Activity
Every record is to be transcribed exactly as written.

Extracted material
───

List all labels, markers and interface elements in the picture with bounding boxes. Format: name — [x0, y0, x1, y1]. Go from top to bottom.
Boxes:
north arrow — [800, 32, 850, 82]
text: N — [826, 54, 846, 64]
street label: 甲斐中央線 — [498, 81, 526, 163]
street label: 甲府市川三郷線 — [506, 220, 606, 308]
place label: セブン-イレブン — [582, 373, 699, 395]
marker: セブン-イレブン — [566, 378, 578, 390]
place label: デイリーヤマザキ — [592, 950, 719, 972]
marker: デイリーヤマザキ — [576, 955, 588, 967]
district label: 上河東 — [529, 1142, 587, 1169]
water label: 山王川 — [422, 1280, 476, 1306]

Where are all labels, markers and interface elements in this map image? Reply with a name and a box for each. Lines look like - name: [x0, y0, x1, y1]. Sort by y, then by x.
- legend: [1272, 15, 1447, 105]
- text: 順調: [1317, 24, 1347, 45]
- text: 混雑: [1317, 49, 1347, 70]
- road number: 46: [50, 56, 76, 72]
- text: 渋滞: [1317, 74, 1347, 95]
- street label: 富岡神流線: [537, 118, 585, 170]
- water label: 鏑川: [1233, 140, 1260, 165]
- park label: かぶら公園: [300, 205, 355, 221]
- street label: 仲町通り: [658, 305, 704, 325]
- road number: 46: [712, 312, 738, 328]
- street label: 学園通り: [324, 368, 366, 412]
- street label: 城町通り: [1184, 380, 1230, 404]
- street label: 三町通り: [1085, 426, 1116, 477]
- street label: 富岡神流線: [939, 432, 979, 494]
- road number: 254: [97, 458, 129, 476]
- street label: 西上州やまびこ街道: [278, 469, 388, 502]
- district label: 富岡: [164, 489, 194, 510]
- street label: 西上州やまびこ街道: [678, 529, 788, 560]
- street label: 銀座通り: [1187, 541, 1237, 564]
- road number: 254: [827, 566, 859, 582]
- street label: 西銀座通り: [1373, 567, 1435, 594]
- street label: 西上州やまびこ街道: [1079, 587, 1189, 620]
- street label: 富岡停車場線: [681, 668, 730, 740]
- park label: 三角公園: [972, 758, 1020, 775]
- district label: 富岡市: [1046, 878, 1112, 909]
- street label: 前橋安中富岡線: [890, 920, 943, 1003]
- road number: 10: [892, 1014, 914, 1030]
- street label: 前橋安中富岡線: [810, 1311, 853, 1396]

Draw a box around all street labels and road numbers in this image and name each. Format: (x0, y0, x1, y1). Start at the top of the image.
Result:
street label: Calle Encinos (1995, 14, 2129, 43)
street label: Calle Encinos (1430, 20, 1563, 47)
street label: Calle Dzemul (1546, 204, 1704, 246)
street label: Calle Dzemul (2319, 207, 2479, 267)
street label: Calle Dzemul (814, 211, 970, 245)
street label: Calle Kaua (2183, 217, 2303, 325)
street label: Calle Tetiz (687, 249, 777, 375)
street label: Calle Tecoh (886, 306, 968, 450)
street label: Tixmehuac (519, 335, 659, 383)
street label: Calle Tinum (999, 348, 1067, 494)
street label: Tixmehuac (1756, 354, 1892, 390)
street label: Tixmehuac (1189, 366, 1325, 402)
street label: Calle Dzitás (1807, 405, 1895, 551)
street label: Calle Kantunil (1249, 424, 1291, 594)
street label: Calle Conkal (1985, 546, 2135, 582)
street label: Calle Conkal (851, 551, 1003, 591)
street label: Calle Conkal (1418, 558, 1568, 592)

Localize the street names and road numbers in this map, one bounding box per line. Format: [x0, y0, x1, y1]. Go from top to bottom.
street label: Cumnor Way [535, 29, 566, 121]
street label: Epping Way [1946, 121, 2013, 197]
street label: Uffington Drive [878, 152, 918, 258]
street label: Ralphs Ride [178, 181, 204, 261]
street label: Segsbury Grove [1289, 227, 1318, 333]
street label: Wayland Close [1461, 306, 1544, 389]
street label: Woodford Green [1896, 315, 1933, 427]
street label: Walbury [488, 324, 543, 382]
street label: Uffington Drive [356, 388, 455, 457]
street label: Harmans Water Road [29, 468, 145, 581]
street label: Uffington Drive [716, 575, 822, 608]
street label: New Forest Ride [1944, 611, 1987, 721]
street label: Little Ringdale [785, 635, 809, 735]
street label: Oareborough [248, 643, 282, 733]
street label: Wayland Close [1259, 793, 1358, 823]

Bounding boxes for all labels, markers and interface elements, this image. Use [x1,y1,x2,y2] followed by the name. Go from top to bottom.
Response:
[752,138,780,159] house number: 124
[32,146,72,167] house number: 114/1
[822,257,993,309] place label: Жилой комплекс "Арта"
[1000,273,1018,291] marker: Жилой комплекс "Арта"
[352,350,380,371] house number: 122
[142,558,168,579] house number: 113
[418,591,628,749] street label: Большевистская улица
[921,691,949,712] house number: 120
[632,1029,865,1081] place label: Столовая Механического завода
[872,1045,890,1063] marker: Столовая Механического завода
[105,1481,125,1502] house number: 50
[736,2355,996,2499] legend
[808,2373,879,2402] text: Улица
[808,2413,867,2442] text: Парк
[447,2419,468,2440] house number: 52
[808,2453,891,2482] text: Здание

───

Solved problem
List all labels, markers and interface elements in the picture with bounding boxes. Format: name — [x0, y0, x1, y1]. Go from top to bottom.
Boxes:
north arrow — [800, 32, 850, 82]
text: N — [826, 54, 846, 64]
street label: 甲斐中央線 — [498, 81, 526, 163]
street label: 甲府市川三郷線 — [506, 220, 606, 308]
place label: セブン-イレブン — [582, 373, 699, 395]
marker: セブン-イレブン — [566, 378, 578, 390]
place label: デイリーヤマザキ — [592, 950, 719, 972]
marker: デイリーヤマザキ — [576, 955, 588, 967]
district label: 上河東 — [529, 1142, 587, 1169]
water label: 山王川 — [422, 1280, 476, 1306]

Where are all labels, markers and interface elements in this map image? Reply with a name and a box for each. Lines look like - name: [x0, y0, x1, y1]. Sort by y, then by x.
- legend: [1272, 15, 1447, 105]
- text: 順調: [1317, 24, 1347, 45]
- text: 混雑: [1317, 49, 1347, 70]
- road number: 46: [50, 56, 76, 72]
- text: 渋滞: [1317, 74, 1347, 95]
- street label: 富岡神流線: [537, 118, 585, 170]
- water label: 鏑川: [1233, 140, 1260, 165]
- park label: かぶら公園: [300, 205, 355, 221]
- street label: 仲町通り: [658, 305, 704, 325]
- road number: 46: [712, 312, 738, 328]
- street label: 学園通り: [324, 368, 366, 412]
- street label: 城町通り: [1184, 380, 1230, 404]
- street label: 三町通り: [1085, 426, 1116, 477]
- street label: 富岡神流線: [939, 432, 979, 494]
- road number: 254: [97, 458, 129, 476]
- street label: 西上州やまびこ街道: [278, 469, 388, 502]
- district label: 富岡: [164, 489, 194, 510]
- street label: 西上州やまびこ街道: [678, 529, 788, 560]
- street label: 銀座通り: [1187, 541, 1237, 564]
- road number: 254: [827, 566, 859, 582]
- street label: 西銀座通り: [1373, 567, 1435, 594]
- street label: 西上州やまびこ街道: [1079, 587, 1189, 620]
- street label: 富岡停車場線: [681, 668, 730, 740]
- park label: 三角公園: [972, 758, 1020, 775]
- district label: 富岡市: [1046, 878, 1112, 909]
- street label: 前橋安中富岡線: [890, 920, 943, 1003]
- road number: 10: [892, 1014, 914, 1030]
- street label: 前橋安中富岡線: [810, 1311, 853, 1396]

Draw a box around all street labels and road numbers in this image and name each. Format: (x0, y0, x1, y1). Start at the top of the image.
Result:
street label: Calle Encinos (1995, 14, 2129, 43)
street label: Calle Encinos (1430, 20, 1563, 47)
street label: Calle Dzemul (1546, 204, 1704, 246)
street label: Calle Dzemul (2319, 207, 2479, 267)
street label: Calle Dzemul (814, 211, 970, 245)
street label: Calle Kaua (2183, 217, 2303, 325)
street label: Calle Tetiz (687, 249, 777, 375)
street label: Calle Tecoh (886, 306, 968, 450)
street label: Tixmehuac (519, 335, 659, 383)
street label: Calle Tinum (999, 348, 1067, 494)
street label: Tixmehuac (1756, 354, 1892, 390)
street label: Tixmehuac (1189, 366, 1325, 402)
street label: Calle Dzitás (1807, 405, 1895, 551)
street label: Calle Kantunil (1249, 424, 1291, 594)
street label: Calle Conkal (1985, 546, 2135, 582)
street label: Calle Conkal (851, 551, 1003, 591)
street label: Calle Conkal (1418, 558, 1568, 592)

Localize the street names and road numbers in this map, one bounding box per line. Format: [x0, y0, x1, y1]. Go from top to bottom.
street label: Cumnor Way [535, 29, 566, 121]
street label: Epping Way [1946, 121, 2013, 197]
street label: Uffington Drive [878, 152, 918, 258]
street label: Ralphs Ride [178, 181, 204, 261]
street label: Segsbury Grove [1289, 227, 1318, 333]
street label: Wayland Close [1461, 306, 1544, 389]
street label: Woodford Green [1896, 315, 1933, 427]
street label: Walbury [488, 324, 543, 382]
street label: Uffington Drive [356, 388, 455, 457]
street label: Harmans Water Road [29, 468, 145, 581]
street label: Uffington Drive [716, 575, 822, 608]
street label: New Forest Ride [1944, 611, 1987, 721]
street label: Little Ringdale [785, 635, 809, 735]
street label: Oareborough [248, 643, 282, 733]
street label: Wayland Close [1259, 793, 1358, 823]

Bounding boxes for all labels, markers and interface elements, this image. Use [x1,y1,x2,y2] followed by the name. Go from top to bottom.
Response:
[752,138,780,159] house number: 124
[32,146,72,167] house number: 114/1
[822,257,993,309] place label: Жилой комплекс "Арта"
[1000,273,1018,291] marker: Жилой комплекс "Арта"
[352,350,380,371] house number: 122
[142,558,168,579] house number: 113
[418,591,628,749] street label: Большевистская улица
[921,691,949,712] house number: 120
[632,1029,865,1081] place label: Столовая Механического завода
[872,1045,890,1063] marker: Столовая Механического завода
[105,1481,125,1502] house number: 50
[736,2355,996,2499] legend
[808,2373,879,2402] text: Улица
[808,2413,867,2442] text: Парк
[447,2419,468,2440] house number: 52
[808,2453,891,2482] text: Здание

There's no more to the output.